Und da zeigte sich, dass das Tischtuch zwischen dem Kreisverband der Linken und den Ingolstädter Stadträten und den Mitgliedern des Ortsverbandes nachhaltig zerschnitten scheint. Seit längerem gäbe es gewisse Unstimmigkeiten zwischen Kreisverband und den Ingolstädter Linken. Nicht zuletzt deswegen, weil sich die beiden Stadträte in Abstimmung mit dem Ortsverband entschlossen hatten, mit der Bürgergemeinschaft eine Ausschussgemeinschaft zu gründen. „Das war aber nur einer der Gründe“, meint Jürgen Siebicke und verweist sogar auf einzelne Stadtratsentscheidungen, die zu massiven Spannungen geführt hätten. So hatten die Linken beispielsweise bei der Frage, als es um die Notfallunterkunft für Asylbewerber in Gerolfing ging, mit dem Rest des Stadtrates für das Zeltdorf gestimmt. Was dazu geführt habe, dass der Kreisverband das kommentierte mit den einleitenden Worten: „Unsere Stadträte haben . . .“. Und das Wort „unsere“ stand dabei in Anführungszeichen, um die Distanz zu dokumentieren.

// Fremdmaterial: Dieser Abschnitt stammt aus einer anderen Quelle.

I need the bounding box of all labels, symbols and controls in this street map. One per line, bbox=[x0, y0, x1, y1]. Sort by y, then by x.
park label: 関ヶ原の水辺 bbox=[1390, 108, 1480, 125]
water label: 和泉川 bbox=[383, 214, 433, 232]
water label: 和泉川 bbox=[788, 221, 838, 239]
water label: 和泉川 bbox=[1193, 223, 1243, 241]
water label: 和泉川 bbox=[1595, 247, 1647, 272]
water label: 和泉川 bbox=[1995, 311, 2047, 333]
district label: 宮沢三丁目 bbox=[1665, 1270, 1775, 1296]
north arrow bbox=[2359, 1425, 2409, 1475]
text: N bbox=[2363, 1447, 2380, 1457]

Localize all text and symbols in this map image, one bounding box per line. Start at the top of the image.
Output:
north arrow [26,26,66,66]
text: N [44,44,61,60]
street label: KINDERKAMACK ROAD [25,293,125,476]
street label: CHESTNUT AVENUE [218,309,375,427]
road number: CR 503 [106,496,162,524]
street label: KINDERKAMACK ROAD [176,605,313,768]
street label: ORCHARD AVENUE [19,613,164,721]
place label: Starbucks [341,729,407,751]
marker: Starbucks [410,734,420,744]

Fakt ist: In einer Sitzung des Kreisverbandes wurden – so Siebicke und Hodek – die Ortsverbände aufgelöst, obschon eigentlich ein ganz anderes Thema auf der Tagesordnung stand. Ulrike Hodek hatte diese Sitzung gar unter Protest verlassen, weil sie massiv beleidigt worden war, wie sie erzählt. Bei dieser Sitzung wurde die Auflösung der Ortsverbände jedenfalls mehrheitlich beschlossen. Indes nicht mit der notwendigen Zweidrittel-Mehrheit.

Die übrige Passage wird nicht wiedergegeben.